[Information — start]
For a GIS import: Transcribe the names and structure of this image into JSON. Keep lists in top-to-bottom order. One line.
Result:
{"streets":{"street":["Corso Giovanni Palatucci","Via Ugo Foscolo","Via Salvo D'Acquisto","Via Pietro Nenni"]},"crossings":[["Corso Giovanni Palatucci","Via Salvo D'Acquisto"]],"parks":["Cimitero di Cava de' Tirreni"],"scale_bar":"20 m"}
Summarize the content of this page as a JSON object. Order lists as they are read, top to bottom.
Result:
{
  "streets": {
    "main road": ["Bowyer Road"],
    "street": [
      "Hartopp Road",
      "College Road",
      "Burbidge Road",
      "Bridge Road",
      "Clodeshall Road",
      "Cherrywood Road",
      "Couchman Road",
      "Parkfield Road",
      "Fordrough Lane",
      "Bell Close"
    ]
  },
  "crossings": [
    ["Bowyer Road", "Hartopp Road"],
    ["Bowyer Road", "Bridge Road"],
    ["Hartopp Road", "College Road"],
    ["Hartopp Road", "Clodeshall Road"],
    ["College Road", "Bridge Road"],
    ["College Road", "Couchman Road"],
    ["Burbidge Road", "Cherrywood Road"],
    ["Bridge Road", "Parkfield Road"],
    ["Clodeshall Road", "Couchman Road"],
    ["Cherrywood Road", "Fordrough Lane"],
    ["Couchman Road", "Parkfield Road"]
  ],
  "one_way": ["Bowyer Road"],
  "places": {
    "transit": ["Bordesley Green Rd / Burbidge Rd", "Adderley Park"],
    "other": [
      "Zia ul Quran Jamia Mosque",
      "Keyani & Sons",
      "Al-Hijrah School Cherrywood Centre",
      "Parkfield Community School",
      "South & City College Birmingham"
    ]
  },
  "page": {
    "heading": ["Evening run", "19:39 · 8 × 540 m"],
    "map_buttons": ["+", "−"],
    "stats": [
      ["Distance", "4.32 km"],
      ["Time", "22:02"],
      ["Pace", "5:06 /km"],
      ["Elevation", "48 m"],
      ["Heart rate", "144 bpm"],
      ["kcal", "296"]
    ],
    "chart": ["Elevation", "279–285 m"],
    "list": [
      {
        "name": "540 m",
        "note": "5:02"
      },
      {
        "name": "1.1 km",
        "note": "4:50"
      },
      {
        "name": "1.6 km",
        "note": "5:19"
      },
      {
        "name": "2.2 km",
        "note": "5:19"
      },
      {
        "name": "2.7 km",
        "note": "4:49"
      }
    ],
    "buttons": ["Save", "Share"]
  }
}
[Information — finish]
About this exercise: A complete, exact copy of the entries is required.

Result for this exercise:
For a GIS import: Transcribe the names and structure of this image into JSON. Keep lists in top-to-bottom order. One line.
Result:
{"streets":{"street":["Corso Giovanni Palatucci","Via Ugo Foscolo","Via Salvo D'Acquisto","Via Pietro Nenni"]},"crossings":[["Corso Giovanni Palatucci","Via Salvo D'Acquisto"]],"parks":["Cimitero di Cava de' Tirreni"],"scale_bar":"20 m"}
Summarize the content of this page as a JSON object. Order lists as they are read, top to bottom.
Result:
{
  "streets": {
    "main road": ["Bowyer Road"],
    "street": [
      "Hartopp Road",
      "College Road",
      "Burbidge Road",
      "Bridge Road",
      "Clodeshall Road",
      "Cherrywood Road",
      "Couchman Road",
      "Parkfield Road",
      "Fordrough Lane",
      "Bell Close"
    ]
  },
  "crossings": [
    ["Bowyer Road", "Hartopp Road"],
    ["Bowyer Road", "Bridge Road"],
    ["Hartopp Road", "College Road"],
    ["Hartopp Road", "Clodeshall Road"],
    ["College Road", "Bridge Road"],
    ["College Road", "Couchman Road"],
    ["Burbidge Road", "Cherrywood Road"],
    ["Bridge Road", "Parkfield Road"],
    ["Clodeshall Road", "Couchman Road"],
    ["Cherrywood Road", "Fordrough Lane"],
    ["Couchman Road", "Parkfield Road"]
  ],
  "one_way": ["Bowyer Road"],
  "places": {
    "transit": ["Bordesley Green Rd / Burbidge Rd", "Adderley Park"],
    "other": [
      "Zia ul Quran Jamia Mosque",
      "Keyani & Sons",
      "Al-Hijrah School Cherrywood Centre",
      "Parkfield Community School",
      "South & City College Birmingham"
    ]
  },
  "page": {
    "heading": ["Evening run", "19:39 · 8 × 540 m"],
    "map_buttons": ["+", "−"],
    "stats": [
      ["Distance", "4.32 km"],
      ["Time", "22:02"],
      ["Pace", "5:06 /km"],
      ["Elevation", "48 m"],
      ["Heart rate", "144 bpm"],
      ["kcal", "296"]
    ],
    "chart": ["Elevation", "279–285 m"],
    "list": [
      {
        "name": "540 m",
        "note": "5:02"
      },
      {
        "name": "1.1 km",
        "note": "4:50"
      },
      {
        "name": "1.6 km",
        "note": "5:19"
      },
      {
        "name": "2.2 km",
        "note": "5:19"
      },
      {
        "name": "2.7 km",
        "note": "4:49"
      }
    ],
    "buttons": ["Save", "Share"]
  }
}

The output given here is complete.